James A. Boiani, Member of the Firm in the Health Care & Life Sciences practice, in the firm’s Washington, DC, office, was quoted in Bloomberg Health Law & Business, in “FDA Has Broad Regulatory Options for Mixing Covid Boosters,” by Jeannie Baumann. (Read the full version – subscription required.)

Following is an excerpt:

U.S. vaccine regulators have broad authority to allow mix-and-match Covid-19 vaccine boosters under its emergency powers, even if Johnson & Johnson and other companies don’t apply for it….

“That raises some interesting questions because, generally speaking, the sponsor of the EUA would be the party in charge of determining which booster could be used,” James A. Boiani, an FDA regulatory attorney with Epstein Becker & Green P.C., said….

The FDA will likely ask vaccine makers to apply for a mix-and-match booster authorization voluntarily, Boiani said.

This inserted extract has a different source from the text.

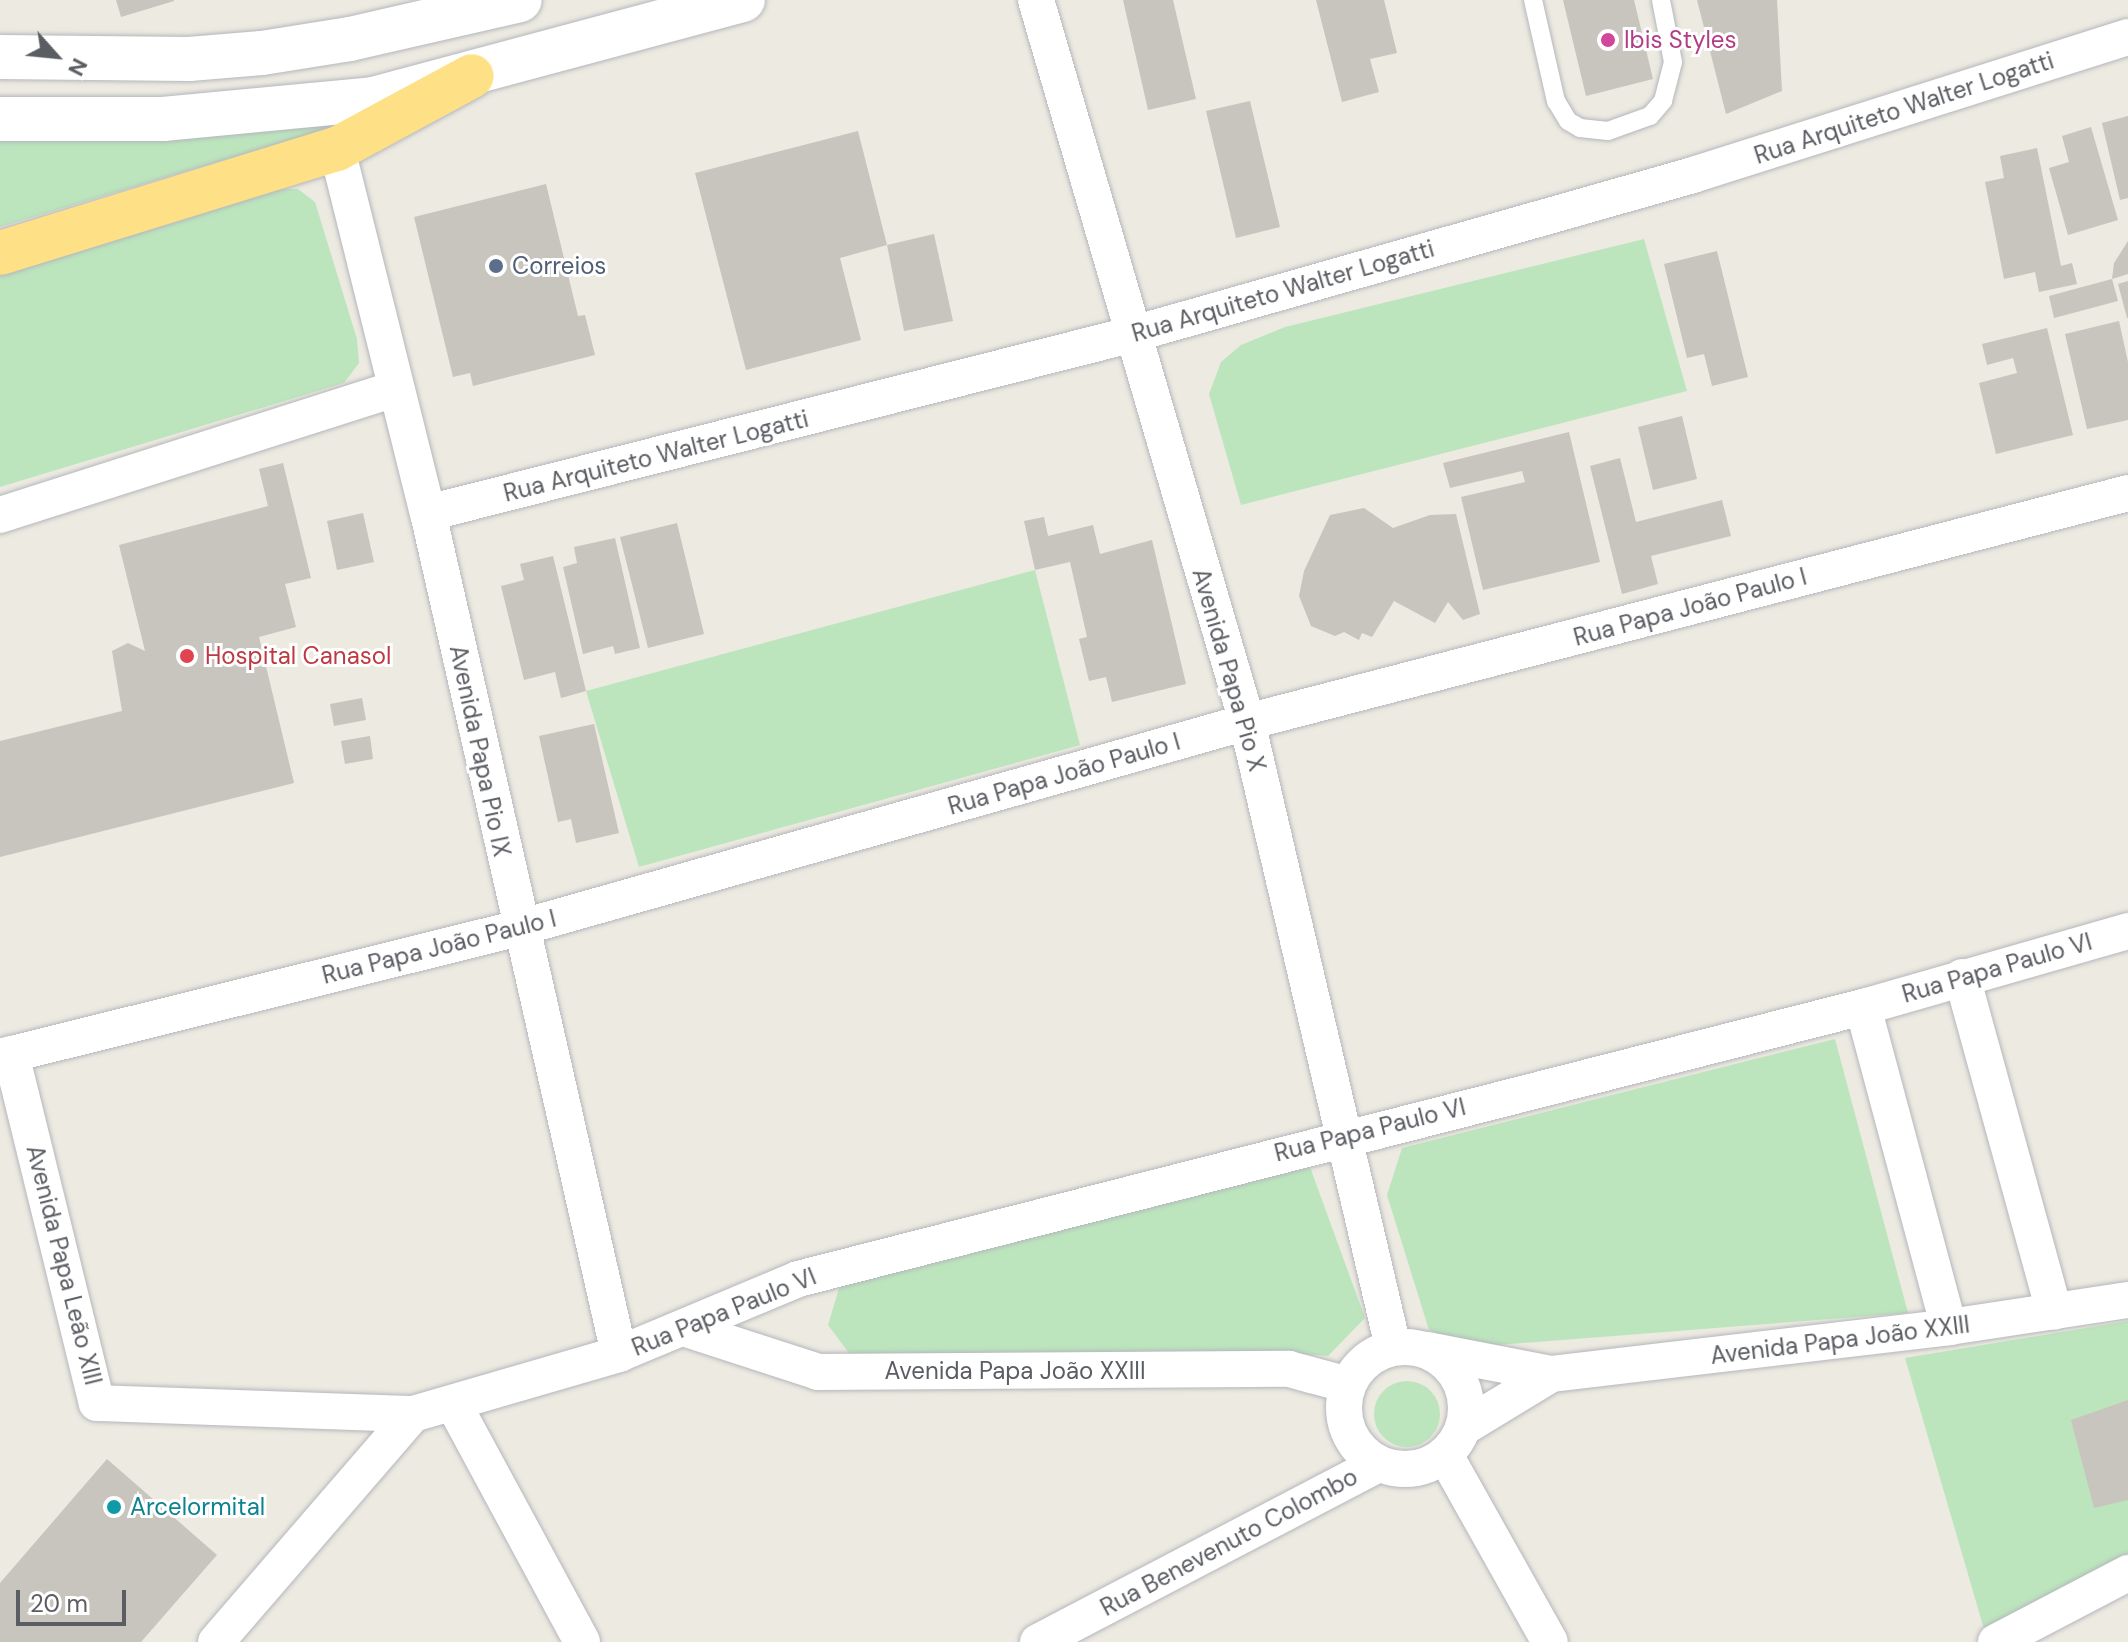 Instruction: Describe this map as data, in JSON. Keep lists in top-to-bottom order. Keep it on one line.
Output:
{"streets":{"street":["Rua Arquiteto Walter Logatti","Rua Papa João Paulo I","Avenida Papa Pio X","Avenida Papa Pio IX","Rua Papa Paulo VI","Avenida Papa Leão XIII","Avenida Papa João XXIII","Rua Benevenuto Colombo"]},"crossings":[["Rua Arquiteto Walter Logatti","Avenida Papa Pio X"],["Rua Arquiteto Walter Logatti","Avenida Papa Pio IX"],["Rua Papa João Paulo I","Avenida Papa Pio X"],["Rua Papa João Paulo I","Avenida Papa Pio IX"],["Rua Papa João Paulo I","Avenida Papa Leão XIII"],["Avenida Papa Pio X","Rua Papa Paulo VI"],["Avenida Papa Pio X","Avenida Papa João XXIII"],["Avenida Papa Pio X","Rua Benevenuto Colombo"],["Avenida Papa Pio IX","Rua Papa Paulo VI"],["Rua Papa Paulo VI","Avenida Papa João XXIII"],["Avenida Papa João XXIII","Rua Benevenuto Colombo"]],"places":["Ibis Styles","Correios","Hospital Canasol","Arcelormital"],"scale_bar":"20 m","north":"bottom right"}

“The way it would generally work would be for FDA to informally request that. They might tell the sponsor, ‘We’d really like you to ask us for this authorization,’” he said.

The FDA could also make a public health requirement to require mixing and matching of booster shots, but Boiani said that’s a step that hasn’t happened before. “It’s an odd situation, and it does sort of depend on how much FDA wants to try and push the envelope in terms of forcing this on parties that would want it right now,” he said. “I think the first instance will be FDA is going to try and encourage them and CDC would probably try and publicly pressure manufacturers to voluntarily allow for this.”…

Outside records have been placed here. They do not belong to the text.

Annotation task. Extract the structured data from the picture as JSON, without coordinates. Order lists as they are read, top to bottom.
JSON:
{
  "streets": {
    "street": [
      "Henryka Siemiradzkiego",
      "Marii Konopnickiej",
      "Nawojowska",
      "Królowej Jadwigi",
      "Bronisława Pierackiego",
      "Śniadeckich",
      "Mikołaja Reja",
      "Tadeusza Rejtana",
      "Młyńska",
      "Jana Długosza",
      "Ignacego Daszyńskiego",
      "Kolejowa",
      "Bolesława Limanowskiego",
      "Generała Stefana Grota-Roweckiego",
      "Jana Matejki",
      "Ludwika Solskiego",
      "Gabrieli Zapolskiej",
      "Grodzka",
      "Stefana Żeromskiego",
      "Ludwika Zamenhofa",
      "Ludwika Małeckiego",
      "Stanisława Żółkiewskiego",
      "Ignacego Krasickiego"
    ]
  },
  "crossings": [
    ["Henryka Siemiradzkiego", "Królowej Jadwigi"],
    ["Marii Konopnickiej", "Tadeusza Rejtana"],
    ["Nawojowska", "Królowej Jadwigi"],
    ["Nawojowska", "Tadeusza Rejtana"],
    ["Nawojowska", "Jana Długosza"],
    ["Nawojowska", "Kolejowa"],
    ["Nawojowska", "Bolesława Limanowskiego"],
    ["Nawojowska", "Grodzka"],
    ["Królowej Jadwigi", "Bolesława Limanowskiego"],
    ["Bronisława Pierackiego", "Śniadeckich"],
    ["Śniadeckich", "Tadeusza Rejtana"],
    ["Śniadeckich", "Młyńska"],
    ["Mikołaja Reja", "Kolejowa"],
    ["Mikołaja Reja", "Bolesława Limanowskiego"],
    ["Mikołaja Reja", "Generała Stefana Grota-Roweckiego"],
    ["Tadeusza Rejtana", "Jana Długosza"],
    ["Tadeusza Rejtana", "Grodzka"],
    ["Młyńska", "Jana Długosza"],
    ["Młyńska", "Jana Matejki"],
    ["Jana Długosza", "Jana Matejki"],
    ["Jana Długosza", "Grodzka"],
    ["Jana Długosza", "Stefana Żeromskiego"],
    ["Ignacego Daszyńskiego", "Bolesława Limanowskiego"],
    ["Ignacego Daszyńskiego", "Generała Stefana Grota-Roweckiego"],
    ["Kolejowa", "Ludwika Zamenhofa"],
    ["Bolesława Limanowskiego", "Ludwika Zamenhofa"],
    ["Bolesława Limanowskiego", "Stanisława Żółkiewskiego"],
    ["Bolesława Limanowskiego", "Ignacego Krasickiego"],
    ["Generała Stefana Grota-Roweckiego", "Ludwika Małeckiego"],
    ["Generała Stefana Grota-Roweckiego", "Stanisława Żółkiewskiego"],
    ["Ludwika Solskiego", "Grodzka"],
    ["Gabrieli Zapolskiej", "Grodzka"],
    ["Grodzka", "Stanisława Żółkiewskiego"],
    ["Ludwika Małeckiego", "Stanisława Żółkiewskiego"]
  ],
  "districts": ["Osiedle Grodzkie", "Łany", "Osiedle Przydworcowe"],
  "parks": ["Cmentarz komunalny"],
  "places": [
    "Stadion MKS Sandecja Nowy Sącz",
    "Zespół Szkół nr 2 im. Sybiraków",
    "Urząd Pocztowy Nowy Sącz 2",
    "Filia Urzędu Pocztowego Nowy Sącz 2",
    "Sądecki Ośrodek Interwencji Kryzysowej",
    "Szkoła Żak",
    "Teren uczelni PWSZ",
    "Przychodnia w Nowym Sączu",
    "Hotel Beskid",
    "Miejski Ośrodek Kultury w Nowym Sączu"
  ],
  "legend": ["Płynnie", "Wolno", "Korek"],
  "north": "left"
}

Emergency use authorizations mean providers can’t go off-label like they would for a fully approved medical product, but the FDA could opt not to enforce that part of the EUA, essentially allowing mixing and matching of boosters by exercising enforcement discretion, Zettler and Boiani both said.

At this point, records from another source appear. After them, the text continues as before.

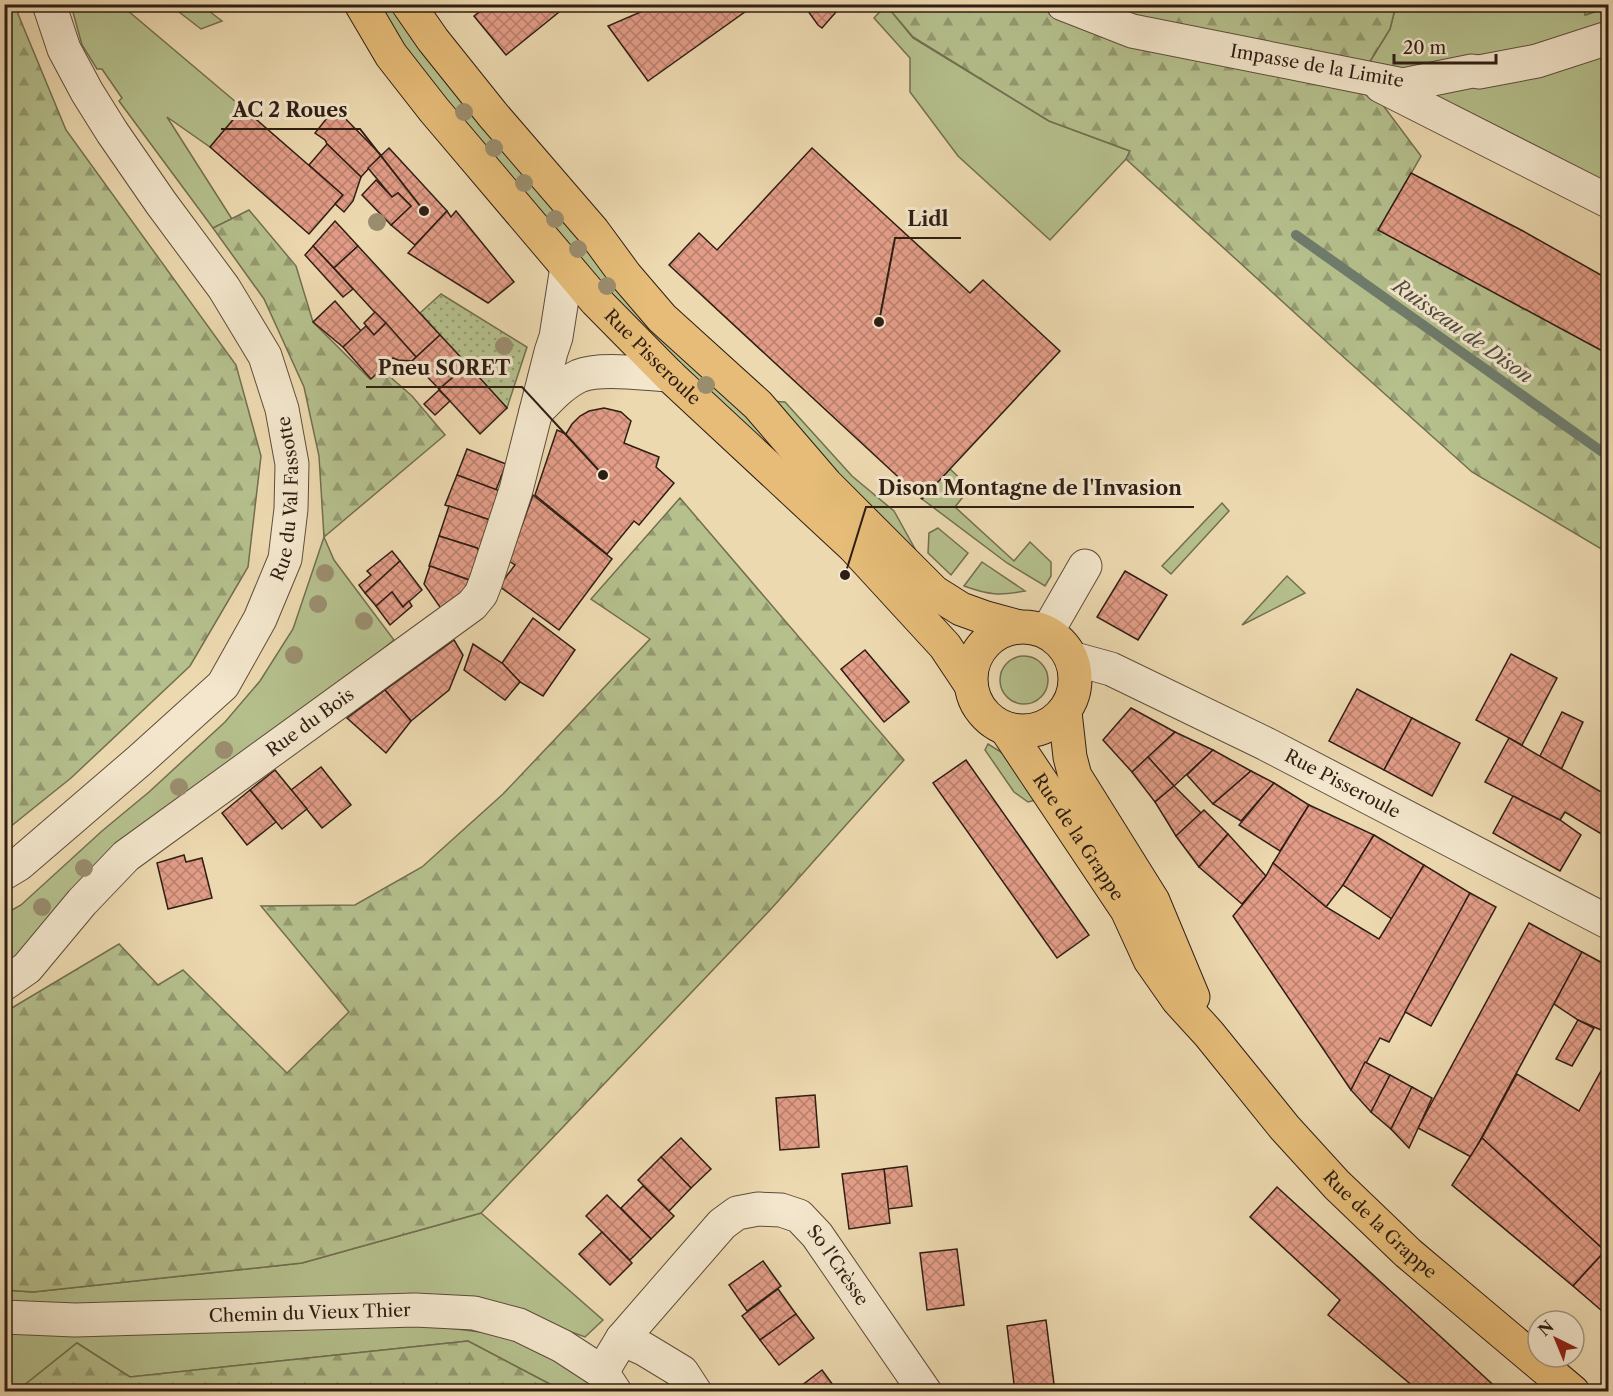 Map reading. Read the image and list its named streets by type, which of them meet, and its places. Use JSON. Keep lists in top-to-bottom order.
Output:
{
  "streets": {
    "main road": ["Rue Pisseroule", "Rue de la Grappe"],
    "street": [
      "Impasse de la Limite",
      "Rue du Val Fassotte",
      "Rue du Bois",
      "So l'Crèsse",
      "Chemin du Vieux Thier"
    ]
  },
  "crossings": [
    ["Rue Pisseroule", "Rue du Bois"],
    ["Rue Pisseroule", "Rue de la Grappe"],
    ["So l'Crèsse", "Chemin du Vieux Thier"]
  ],
  "water": ["Ruisseau de Dison"],
  "places": [
    "AC 2 Roues",
    "Lidl",
    "Pneu SORET",
    "Dison Montagne de l'Invasion"
  ],
  "scale_bar": "20 m",
  "north": "top left"
}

The Centers for Disease Control and Prevention also could act as a sponsor to request heterologous boosting, Boiani said. This wouldn’t be unprecedented since the CDC acted a sponsor for Zika tests and the HHS’s Office of the Assistant Secretary for Preparedness and Response sponsored emergency requests for convalescent plasma and the now-revoked EUA for hydroxychloroquine. But he said such an approach would be an odd move by the agency.

“It’s highly unusual for FDA to do something on its own without having the sponsor come to it,” he said. “This is unusual for them to add on different medications when a sponsor’s saying that’s not what we’re asking for authorization for, and you’re expanding it without our consent. That just doesn’t happen.”